Of particular relevance, findings from included studies suggest a poor persistence to anti-IL-1 treatment, with consistent percentages of switch between anti-IL-1 inhibitors or to different immunosuppressive treatments, due to inefficacy or side effects [37,38,39, 42, 47, 49, 59, 60].

During anti-IL-1 treatment, most frequent side effects are local or diffuse cutaneous reactions and ISR. Based on current evidence, such safety concerns are more relevant in patients treated with ANA. Given that occurrence of side effects appeared as unrelated to patients’ age, gender, concomitant DMARDs treatment, previous biologic treatment, and posologic regimen, these factors cannot be considered as determinants for the choice or the avoidance of anti-IL-1 treatment. In patients effectively treated with ANA who develop severe delayed ISR to this drug, desensitisation protocols can be applied with successful restart of ANA treatment [57]. In patients that need ANA discontinuation due to treatment failure or adverse events, results from this systematic review further suggest that CAN could be effectively used to control BS. This finding is supported by four letters to the editor and one case report [39, 42, 45, 46, 49].

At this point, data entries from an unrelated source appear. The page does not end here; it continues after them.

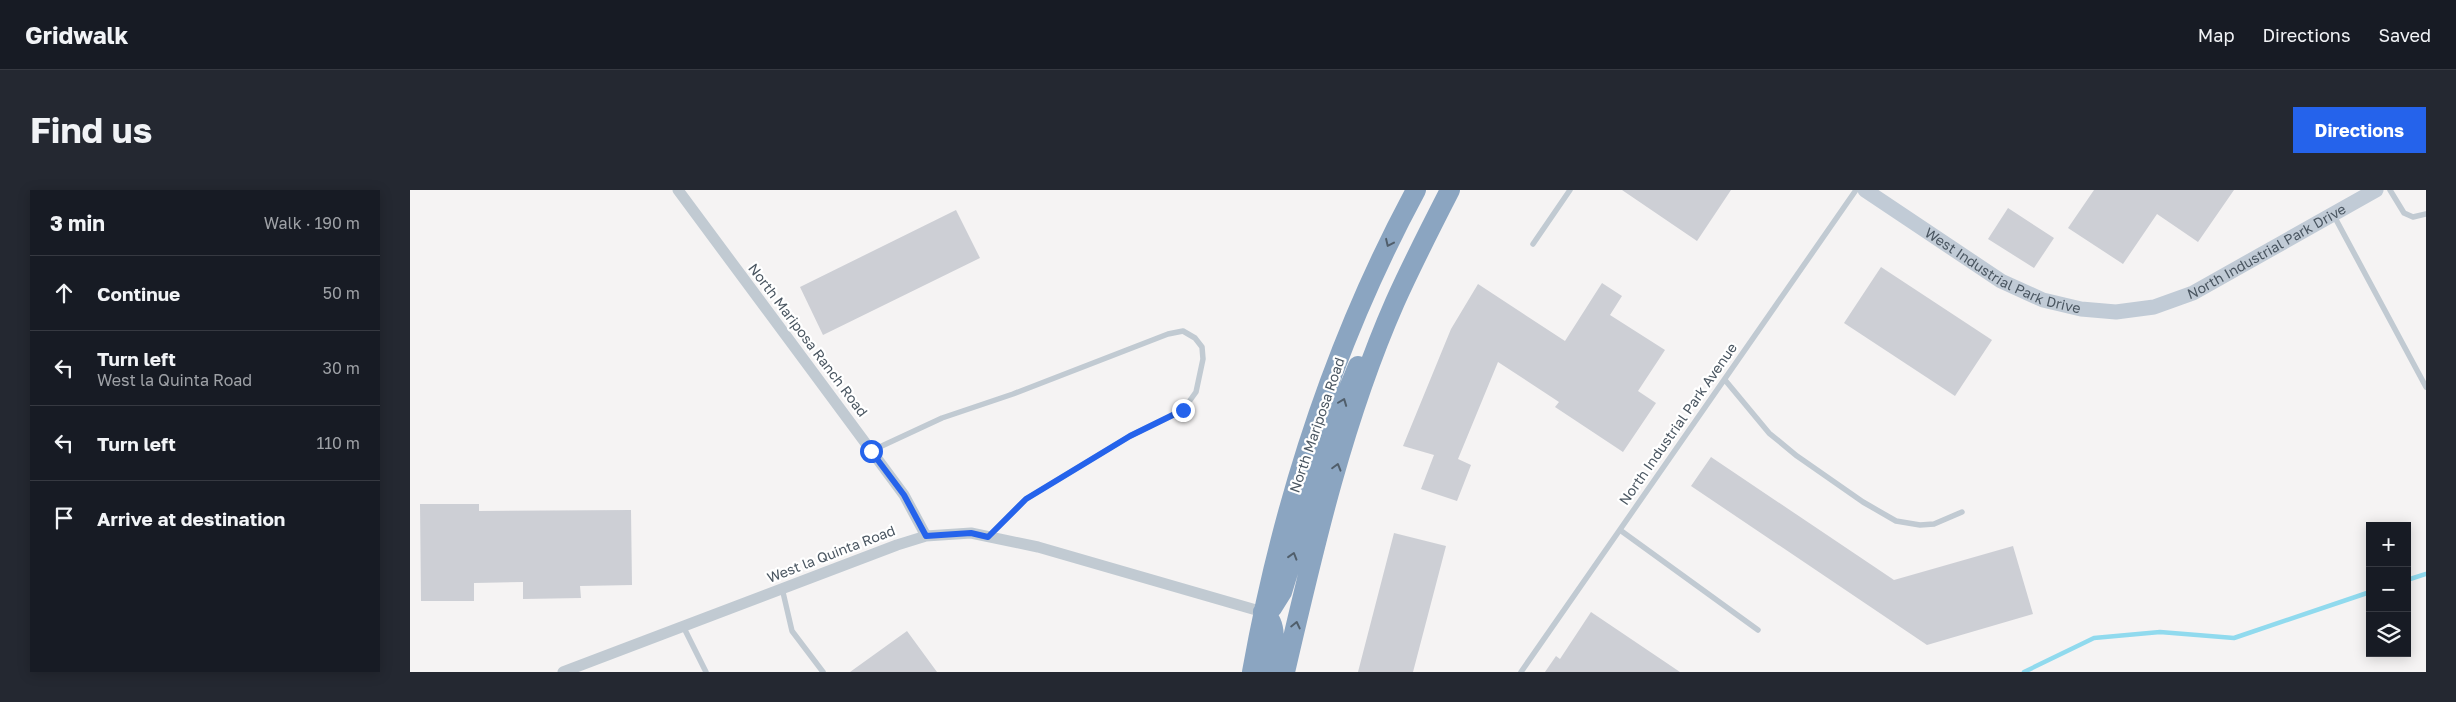 <!DOCTYPE html>
<meta charset="utf-8">
<style>
:root{--surface:#171b24;--page:#242831;--text:#f1f3f6;--muted:#9ea1a6;--line:#363941;--accent:#2563eb}
body{margin:0;font-family:"Golos Text",sans-serif;background:var(--page);color:var(--text)}
.controls{position:absolute;right:15px;bottom:15px;display:grid;overflow:hidden;border-radius:0px;box-shadow:0 2px 12px #0003}
.controls button{width:45px;height:45px;display:grid;place-items:center;padding:0;border:0;border-bottom:1px solid var(--line);background:var(--surface);color:var(--text);font:25px sans-serif}
.stop{position:absolute;width:15px;height:15px;margin:-11px;border:4px solid #2563eb;border-radius:50%;background:#fff}
.stop.end{background:#2563eb;border-color:#fff;box-shadow:0 1px 5px #0008}
.list{margin:0;padding:0;list-style:none}
h2{display:flex;justify-content:space-between;align-items:center;height:65px;margin:0;padding:0 20px;font-size:21px}
h2 small{font-size:16px;font-weight:400;color:var(--muted)}
.list li{display:grid;grid-template-columns:32px 1fr auto;gap:15px;align-items:center;box-sizing:border-box;height:75px;padding:0 20px;border-top:1px solid var(--line)}
.list b{display:block;font-size:19px;white-space:nowrap}
.list p{margin:0;font-size:16px;white-space:nowrap;color:var(--muted)}
.list em{font-size:16px;font-style:normal;color:var(--muted)}
.icon{flex:none;width:28px;height:28px;fill:none;stroke:currentColor;stroke-width:2;stroke-linecap:round;stroke-linejoin:round}
.map{position:relative;flex:none;width:2016px;height:482px;overflow:hidden;border-radius:0px}
header{display:flex;align-items:center;gap:30px;box-sizing:border-box;height:70px;padding:0 25px;background:var(--surface);border-bottom:1px solid var(--line)}
header strong{font-size:24px}
nav{display:flex;gap:28px;margin-inline-start:auto;font-size:18px}
.intro{display:flex;align-items:center;justify-content:space-between;box-sizing:border-box;height:120px;padding:0 30px}
h1{margin:0;font-size:35px}
.button{padding:12px 22px;border-radius:0px;background:var(--accent);color:#fff;font-size:18px;font-weight:700}
main{display:flex;gap:30px;padding:0 30px}
aside{flex:1;background:var(--surface);border-radius:0px;box-shadow:0 2px 12px #0003}
.map>svg:first-child{display:block}
.lines{fill:none;stroke-linecap:round;stroke-linejoin:round}
.stream{stroke:#90daee;stroke-width:4.5}
.building{fill:#cdcfd5}
.lane{stroke:#c1cad2;stroke-width:5.5}
.street{stroke:#c1cad2;stroke-width:11}
.secondary{stroke:#c1cbd6;stroke-width:15}
.highway{stroke:#8ba5c1;stroke-width:20}
.oneway{stroke:#505e6b}
.route{stroke:#2563eb;stroke-width:6}
.labels{text-anchor:middle;stroke-width:4.5;stroke-linejoin:round;paint-order:stroke}
.street-label{font-size:14px;fill:#4a5661;stroke:#fff}
</style>
<header>
<strong>Gridwalk</strong>
<nav><a>Map</a><a>Directions</a><a>Saved</a></nav>
</header>
<div class="intro"><h1>Find us</h1><a class="button">Directions</a></div>
<main>
<aside>
<h2>3 min<small>Walk · 190 m</small></h2>
<ul class="list">
<li><svg class="icon" aria-label="ahead" viewBox="0 0 24 24"><path d="M12 20V5M6 11l6-6 6 6"/></svg><div><b>Continue</b></div><em>50 m</em></li>
<li><svg class="icon" aria-label="left" viewBox="0 0 24 24"><path d="M17 20v-9H6M10 6l-5 5 5 5"/></svg><div><b>Turn left</b><p>West la Quinta Road</p></div><em>30 m</em></li>
<li><svg class="icon" aria-label="left" viewBox="0 0 24 24"><path d="M17 20v-9H6M10 6l-5 5 5 5"/></svg><div><b>Turn left</b></div><em>110 m</em></li>
<li><svg class="icon" aria-label="arrive" viewBox="0 0 24 24"><path d="M6 21V4h12l-3 4 3 4H6"/></svg><div><b>Arrive at destination</b></div></li>
</ul>
</aside>
<div class="map">
<svg width="2016" height="482" viewBox="0 0 2016 482">
<rect width="100%" height="100%" fill="#f5f3f3"/>
<g class="lines">
<path class="stream" d="M1997,390L2016,384
M1614,482L1684,448L1750,442L1824,448L1960,402"/>
</g>
<path class="building" d="M1212,0H1321L1287,51Z
M1684,0H1824L1788,52L1747,24L1713,74L1658,38Z
M1598,18L1644,48L1624,78L1578,49Z
M546,20L570,68L413,145L390,97Z
M1471,77L1582,150L1545,206L1434,133Z
M1192,93L1212,106L1200,125L1255,160L1228,201L1246,213L1213,262L1145,217L1149,212L1088,172L1048,269L1061,275L1047,311L1011,299L1024,265L993,256L1041,139L1068,94L1155,151Z
M1301,267L1484,390L1603,356L1623,424L1517,455L1281,296Z
M10,314H69V321L221,320L222,395L170,396L171,408L113,409V392L64,393V411H11Z
M984,343L1036,356L1003,482H948Z
M1181,422L1270,482H1135L1146,466L1150,469Z
M497,441L527,482H440Z"/>
<g class="lines">
<path class="lane" d="M1980,0L1994,23L2003,27L2016,24
M1923,24L2016,197
M1123,54L1160,0
M1315,190L1359,243L1387,266L1453,312L1486,331L1510,335L1524,334L1552,322
M461,261L532,228L603,204L758,144L773,141L785,148L792,157L793,169L786,202L773,220L720,246L616,309L578,347
M1210,340L1348,440
M372,398L382,441L413,482
M273,436L296,482
M1111,482L1446,0"/>
<path class="street" d="M268,0L494,305L516,346
M153,482L487,355L516,346L561,343L628,357L853,422"/>
<path class="secondary" id="s1" d="M1455,0L1591,91L1633,110L1671,119L1706,122L1744,117L1783,103L1966,0"/>
<path class="highway" d="M853,422L862,418L872,402L920,244L948,176
M853,422C871,436 862,462 858,482
M842,482C872,315 925,150 1006,0
M875,482C904,357 933,230 985,112C1002,74 1021,37 1040,0"/>
</g>
<defs><path id="oneway-chevron" d="M-2-3.5L2.5 0L-2 3.5" fill="none" stroke-width="1.6" stroke-linecap="round" stroke-linejoin="round" transform="scale(1.25)"/></defs>
<g class="oneway">
<use href="#oneway-chevron" transform="translate(979 53) rotate(115)"/>
<use href="#oneway-chevron" transform="translate(933 212) rotate(-69)"/>
<use href="#oneway-chevron" transform="translate(927 277) rotate(-74)"/>
<use href="#oneway-chevron" transform="translate(883 366) rotate(-73)"/>
<use href="#oneway-chevron" transform="translate(886 435) rotate(-77)"/>
</g>
<g class="lines">
<path class="route" d="M461,261L494,305L516,346L561,343L578,347L616,309L720,246L773,220"/>
</g>
<g class="labels">
<g class="street-label">
<text dy="5" stroke="none"><textPath href="#s1" startOffset="448">North Industrial Park Drive</textPath></text>
<text dy="5" stroke="none"><textPath href="#s1" startOffset="161">West Industrial Park Drive</textPath></text>
<text transform="translate(398 150) rotate(53)" y="5">North Mariposa Ranch Road</text>
<text transform="translate(1268 234) rotate(-55)" y="5">North Industrial Park Avenue</text>
<text transform="translate(907 235) rotate(-71)" y="5">North Mariposa Road</text>
<text transform="translate(421 364) rotate(-21)" y="5">West la Quinta Road</text>
</g>
</g>
</svg>
<div class="controls">
<button>+</button>
<button>−</button>
<button><svg class="icon" aria-label="layers" viewBox="0 0 24 24"><path d="M12 4l9 5-9 5-9-5zM3 14l9 5 9-5"/></svg></button>
</div>
<div class="stop" style="left:461px;top:261px"></div>
<div class="stop end" style="left:773px;top:220px"></div>
</div>
</main>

This study represents the first systematic review evaluating the efficacy and safety of ANA, CAN, and GEV in different BS manifestations, and is strengthened by the fact that both randomized trials and observational studies have been included.

Of course, this review has some limitations. First, more than half of included studies were letters to the editor, case reports or case series. Second, the baseline clinical characteristics and disease manifestations of subjects varied among included studies. Finally, since BS is typically characterized by intermittent phases of spontaneous remissions and exacerbations, the true effect of the treatment cannot be easily defined, particularly in uncontrolled studies.

Current evidence suggests that the choice of the most appropriate pharmacological treatment of BS should be evaluated in relation to different disease manifestations [43, 60]. Over the past decade, new therapeutic options have become available for treatment of BS, such as cytokine blocking agents, and in particular anti-IL-1 agents. Since evidence on these treatments mainly derives from limited local experiences, the results from this systematic review suggest the potential benefits of the use of IL-1 inhibitors in specific BS involvements such as ocular, mucocutaneous, and articular manifestations. The possible contribution of IL-1 inhibitors in reducing SAA levels, as well as their efficacy in the pediatric population should be further investigated. On the other hand, use of IL-1 inhibitors in general BS involvements (especially as first-line treatment) is not yet clearly supported by literature.